VOL. 132 | NO. 238 | Friday, December 1, 2017
We’re Original. Act Like It
IF YOU’RE COPYING, IT’S NOT YOURS. My church has an impressive mosaic of da Vinci’s “The Last Supper” over the altar – the one a friend says should be called, “Everybody get on the same side of the table so I can take this picture.” True to the original in every detail, the mosaic is even more impressive when you realize it involves more than 40,000 individual pieces. It’s beautiful.
It’s a copy.
As a Memphian, I don’t like copies. We have a history of originals, ideas so compelling that they’ve been copied around the world. Some you know. Elvis and rock ‘n’ roll. Handy and the blues. Sun and Stax. Holiday Inns and franchising. Federal Express and overnight delivery. Piggly Wiggly and self-service shopping. Dr. Campbell and modern orthopedics. Danny Thomas and advances in treating catastrophic childhood diseases. Some you may not know. Like the first city to separate water and sewer systems, the first African-American-formatted radio station, and home to the world’s largest spot cotton market and hardwood lumber market, the South’s tallest building, etc.

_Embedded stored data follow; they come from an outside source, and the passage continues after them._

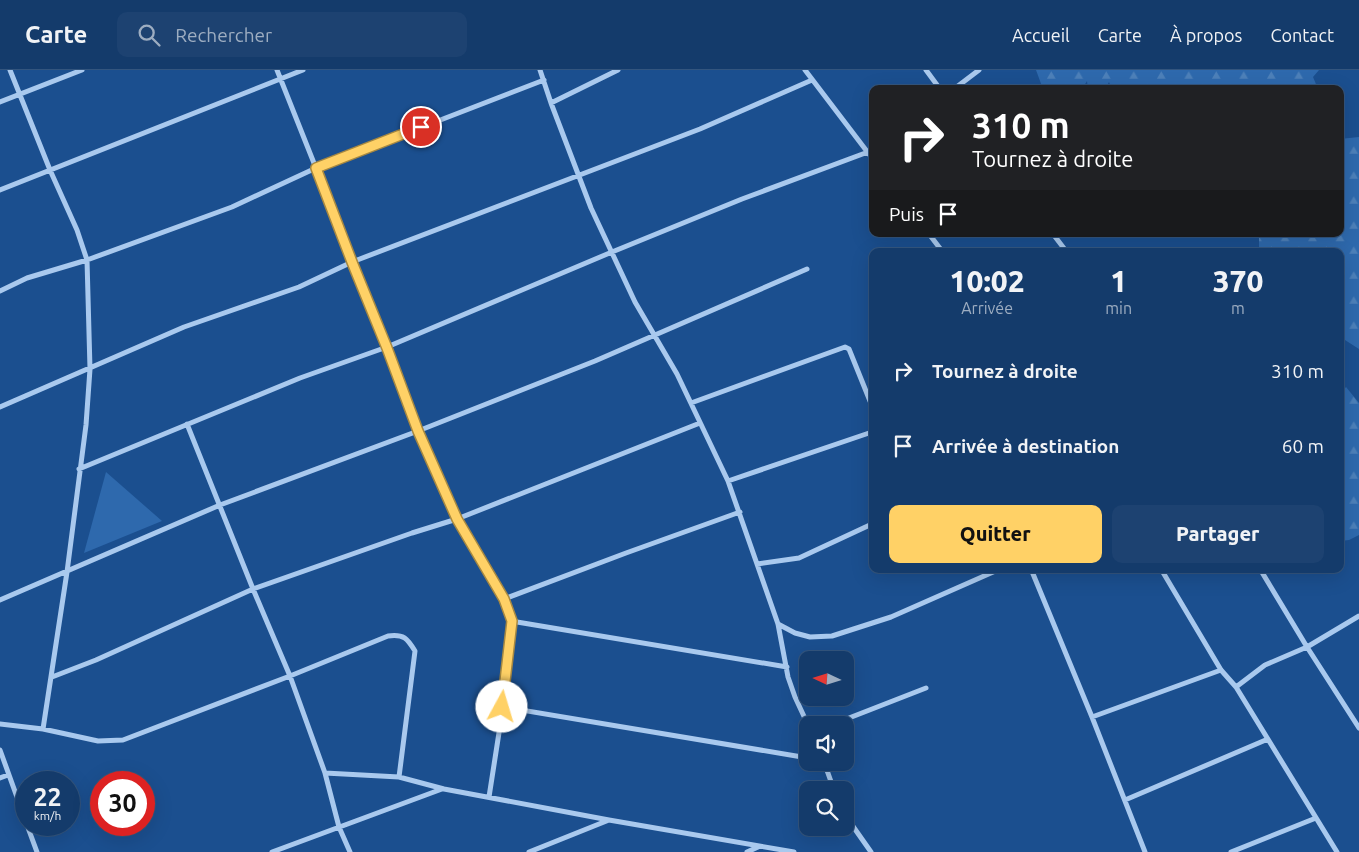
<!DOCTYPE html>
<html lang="fr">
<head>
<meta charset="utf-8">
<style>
	:root { --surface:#143b6b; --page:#1d4271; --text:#f1f3f6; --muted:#9dadc1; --line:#33557e; --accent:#ffd166 }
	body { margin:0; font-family:Ubuntu,sans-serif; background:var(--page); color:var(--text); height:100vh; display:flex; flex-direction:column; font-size:19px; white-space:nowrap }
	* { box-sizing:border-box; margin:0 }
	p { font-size:16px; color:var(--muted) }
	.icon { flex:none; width:28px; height:28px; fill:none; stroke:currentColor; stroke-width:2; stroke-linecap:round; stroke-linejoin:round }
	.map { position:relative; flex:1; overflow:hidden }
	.side { position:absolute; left:869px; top:178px; width:475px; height:325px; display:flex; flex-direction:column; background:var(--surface); border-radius:10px; box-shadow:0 5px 20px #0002,0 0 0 1px var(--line) }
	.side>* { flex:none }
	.top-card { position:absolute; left:869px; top:15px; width:475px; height:152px; border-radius:10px; box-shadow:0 5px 20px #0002,0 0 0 1px var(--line); background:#202124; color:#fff; overflow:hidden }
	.needle { width:32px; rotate:274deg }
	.tools { position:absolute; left:799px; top:581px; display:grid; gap:10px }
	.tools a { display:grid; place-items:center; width:55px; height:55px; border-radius:10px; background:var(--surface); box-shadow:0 5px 20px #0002,0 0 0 1px var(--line); font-size:25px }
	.speed { position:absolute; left:15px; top:701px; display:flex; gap:10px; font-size:25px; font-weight:700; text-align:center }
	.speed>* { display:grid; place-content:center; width:65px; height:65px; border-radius:50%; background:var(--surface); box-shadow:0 5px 20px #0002,0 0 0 1px var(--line); line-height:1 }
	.speed small { font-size:12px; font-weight:400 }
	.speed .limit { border:8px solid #d22; background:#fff; color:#111 }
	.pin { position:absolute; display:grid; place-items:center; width:42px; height:42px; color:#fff; margin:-21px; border:2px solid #fff; border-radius:50%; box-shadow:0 1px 5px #0007 }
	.me { position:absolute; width:55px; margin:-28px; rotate:6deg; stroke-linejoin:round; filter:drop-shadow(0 0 4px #0008) }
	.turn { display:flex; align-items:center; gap:18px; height:105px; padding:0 20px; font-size:22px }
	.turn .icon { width:65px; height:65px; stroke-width:2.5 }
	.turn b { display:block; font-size:35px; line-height:42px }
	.then { display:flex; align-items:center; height:48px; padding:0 20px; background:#0003; gap:10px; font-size:19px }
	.eta { display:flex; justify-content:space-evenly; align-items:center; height:85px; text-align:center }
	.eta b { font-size:30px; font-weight:800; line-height:35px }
	.primary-button { display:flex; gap:10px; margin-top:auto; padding:10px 20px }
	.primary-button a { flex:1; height:58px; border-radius:10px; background:var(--accent); color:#111; font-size:20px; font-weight:800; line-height:58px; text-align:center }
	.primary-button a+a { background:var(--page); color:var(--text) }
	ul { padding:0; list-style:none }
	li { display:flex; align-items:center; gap:15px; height:75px; padding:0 20px }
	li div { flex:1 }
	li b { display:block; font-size:19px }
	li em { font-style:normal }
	header { display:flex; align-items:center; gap:30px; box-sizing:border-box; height:70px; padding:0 25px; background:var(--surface); border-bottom:1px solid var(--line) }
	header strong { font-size:24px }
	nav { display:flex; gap:28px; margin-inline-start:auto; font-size:18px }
	.search { width:350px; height:45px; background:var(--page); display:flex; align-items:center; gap:12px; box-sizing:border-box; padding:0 18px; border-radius:10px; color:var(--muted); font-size:19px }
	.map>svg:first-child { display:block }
</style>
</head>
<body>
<header>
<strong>Carte</strong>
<div class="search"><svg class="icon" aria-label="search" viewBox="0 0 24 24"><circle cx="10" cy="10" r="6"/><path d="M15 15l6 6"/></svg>Rechercher</div>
<nav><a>Accueil</a><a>Carte</a><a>À propos</a><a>Contact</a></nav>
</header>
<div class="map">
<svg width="1359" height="782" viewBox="0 0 1359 782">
	<defs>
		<pattern id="forest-firs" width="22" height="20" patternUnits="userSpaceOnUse" patternTransform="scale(1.25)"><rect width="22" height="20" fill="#2e69ad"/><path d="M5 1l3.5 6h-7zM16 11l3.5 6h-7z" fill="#4d80b9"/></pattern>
	</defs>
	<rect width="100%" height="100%" fill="#1b4f8f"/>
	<!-- green -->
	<path fill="#2e69ad" d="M 106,402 L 162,451 L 84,483 Z"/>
	<!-- forest -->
	<path fill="url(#forest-firs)" d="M 1036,0 L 1319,0 L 1313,7 L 1318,19 L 1112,19 L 1109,12 L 1105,19 L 1088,19 L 1087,11 L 1082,19 L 1043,19 Z
		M 1359,67 L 1359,279 L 1345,270 L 1342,253 L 1340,253 L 1340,181 L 1259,181 L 1259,164 L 1340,164 L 1340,69 Z
		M 1346,317 L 1359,333 L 1359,465 L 1349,470 L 1340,471 L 1340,324 Z"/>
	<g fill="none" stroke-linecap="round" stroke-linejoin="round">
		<!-- street -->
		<path stroke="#a9c9ee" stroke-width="5" d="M 277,0 L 387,277 L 418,361 L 457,449 L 504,529 L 511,551
			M 540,0 L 551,33 L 591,138 L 635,232 L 677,304 L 728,411 L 778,554 L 788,607 L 795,627 L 808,655
			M 805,0 L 872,88
			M 926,0 L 940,19
			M 954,19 L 979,0
			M 0,32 L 82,0
			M 551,33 L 618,0
			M 0,120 L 303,0
			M 929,164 L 942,181
			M 1053,164 L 1066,181
			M 0,221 L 27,208 L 87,190 L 232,137 L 316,98 L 544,10
			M 691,333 L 845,277 L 849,279 L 872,336
			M 0,337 L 184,257 L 299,217 L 352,192 L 700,59 L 812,10
			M 187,354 L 253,519 L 290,606 L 325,703 L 339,757 L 350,782
			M 79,399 L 300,308 L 387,277 L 612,182 L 742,129 L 868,82
			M 728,411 L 872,362
			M 757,494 L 799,488 L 872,454
			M 1031,499 L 1092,647 L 1145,782
			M 1161,499 L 1221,600 L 1236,617 L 1337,782
			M 1260,499 L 1307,577 L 1359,658
			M 504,529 L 626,483 L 740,442
			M 0,530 L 220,435 L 418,361 L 595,291 L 807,199
			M 778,554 L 795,563 L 810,567 L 832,566 L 891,547 L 1000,499
			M 52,607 L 96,590 L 253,519 L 412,463 L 457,449 L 700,353
			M 1236,617 L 1265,595 L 1307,577 L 1359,546
			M 503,637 L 511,551 L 787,597
			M 1092,647 L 1221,600
			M 0,654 L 43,659 L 67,502 L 86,355 L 90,299 L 87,190 L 77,160 L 50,100 L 10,0
			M 831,655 L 926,618
			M 43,659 L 98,671 L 123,670 L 290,606 L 388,566 C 404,564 407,568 415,581 L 399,707
			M 0,680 L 26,752
			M 824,692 L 834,720
			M 325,703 L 399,707 L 444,719 L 609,750 L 794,782
			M 0,708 L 8,705
			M 489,727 L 503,637 L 808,688
			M 1125,730 L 1268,669
			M 845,745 L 871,782
			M 27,755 L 37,782
			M 272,782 L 442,719
			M 529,782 L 609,750
			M 747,782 L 758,777
			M 1231,782 L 1316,748"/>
	</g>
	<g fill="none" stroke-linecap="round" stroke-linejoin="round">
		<!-- route casing -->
		<g stroke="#a68842" stroke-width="12">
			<path id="route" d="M 421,57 L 316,98 L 352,192 L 387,278 L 418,361 L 457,449 L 504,529 L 512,551 L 502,637"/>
		</g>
		<!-- route -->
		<use href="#route" stroke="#ffd166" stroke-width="9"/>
	</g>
</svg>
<div class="tools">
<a><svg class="needle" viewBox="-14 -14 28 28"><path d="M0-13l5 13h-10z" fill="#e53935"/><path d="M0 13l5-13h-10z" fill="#9dadc1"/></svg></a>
<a><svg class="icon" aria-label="sound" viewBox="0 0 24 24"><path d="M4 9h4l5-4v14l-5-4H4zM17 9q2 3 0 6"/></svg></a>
<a><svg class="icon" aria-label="search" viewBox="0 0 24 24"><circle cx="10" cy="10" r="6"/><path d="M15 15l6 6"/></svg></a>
</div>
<div class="speed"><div>22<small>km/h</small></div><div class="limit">30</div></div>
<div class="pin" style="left:421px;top:57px;background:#d93025"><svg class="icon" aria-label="arrive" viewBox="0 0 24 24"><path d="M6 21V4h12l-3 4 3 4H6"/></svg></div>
<svg class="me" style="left:502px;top:637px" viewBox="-20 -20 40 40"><circle r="19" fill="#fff"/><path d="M0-13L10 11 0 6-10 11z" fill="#ffd166"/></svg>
<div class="top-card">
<div class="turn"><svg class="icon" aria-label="right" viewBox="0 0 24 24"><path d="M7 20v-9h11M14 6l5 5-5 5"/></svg><div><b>310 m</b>Tournez à droite</div></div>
<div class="then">Puis<svg class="icon" aria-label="arrive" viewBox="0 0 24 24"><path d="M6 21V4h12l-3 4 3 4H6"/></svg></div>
</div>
<section class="side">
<div class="eta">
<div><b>10:02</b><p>Arrivée</p></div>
<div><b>1</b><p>min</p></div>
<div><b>370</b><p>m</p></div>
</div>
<ul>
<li><svg class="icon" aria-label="right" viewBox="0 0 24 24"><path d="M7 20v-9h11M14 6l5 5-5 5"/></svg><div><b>Tournez à droite</b></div><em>310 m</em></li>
<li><svg class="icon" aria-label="arrive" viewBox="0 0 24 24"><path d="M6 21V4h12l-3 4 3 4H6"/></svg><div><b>Arrivée à destination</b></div><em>60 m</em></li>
</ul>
<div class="primary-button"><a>Quitter</a><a>Partager</a></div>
</section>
</div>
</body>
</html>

It’s said that imitation is the sincerest form of flattery. When was the last time we were so flattered? When was the last time you heard your fellow Memphians compare their city favorably to somewhere else rather than wish they were there?
Rather than originate, we now seem to want to copy.
Take an aquarium on Mud Island. Please. There’s already one in a place we love to go, New Orleans, and already one in a place we love to envy, Atlanta. There’s even a freshwater one already in Tennessee over there in Chattanooga. Three within 400 miles.
We don’t need AFA. That, of course, stands for Another Freshwater Aquarium.
While Brooks on the bluff has the opportunity to be something original and truly ours, putting a big fishbowl below it is just copying. We need something original that brings people to the river and on it, not inside something looking out at it, or looking at something captured from it.
And take the fairgrounds. Finally. The youth sportsplex idea isn’t original, and the only thing there that is – the only thing with real Memphis chops – we’re going to mothball for lack of original thinking. We’re going to revitalize the Pipkin Building, the equivalent of a municipal triple-wide, and board up the building that made Memphis sports, music and civil rights history.
“Wow, Mom and Dad, we had a great game/race/event in/on the new whatever, but WTF is that huge, round thing with the boarded-up doors?” That, of course, stands for What The Fairgrounds are we thinking?
If we’re going to make it look new, have the political courage to tear down the Coliseum and provide a clean canvas so that the idea we copied has a chance to be a good copy.
If we’re going to make it ours, the Coliseum has to be part of it and original thinking is required.
I’m a Memphian, and I refuse to think we’ve forgotten how to do that.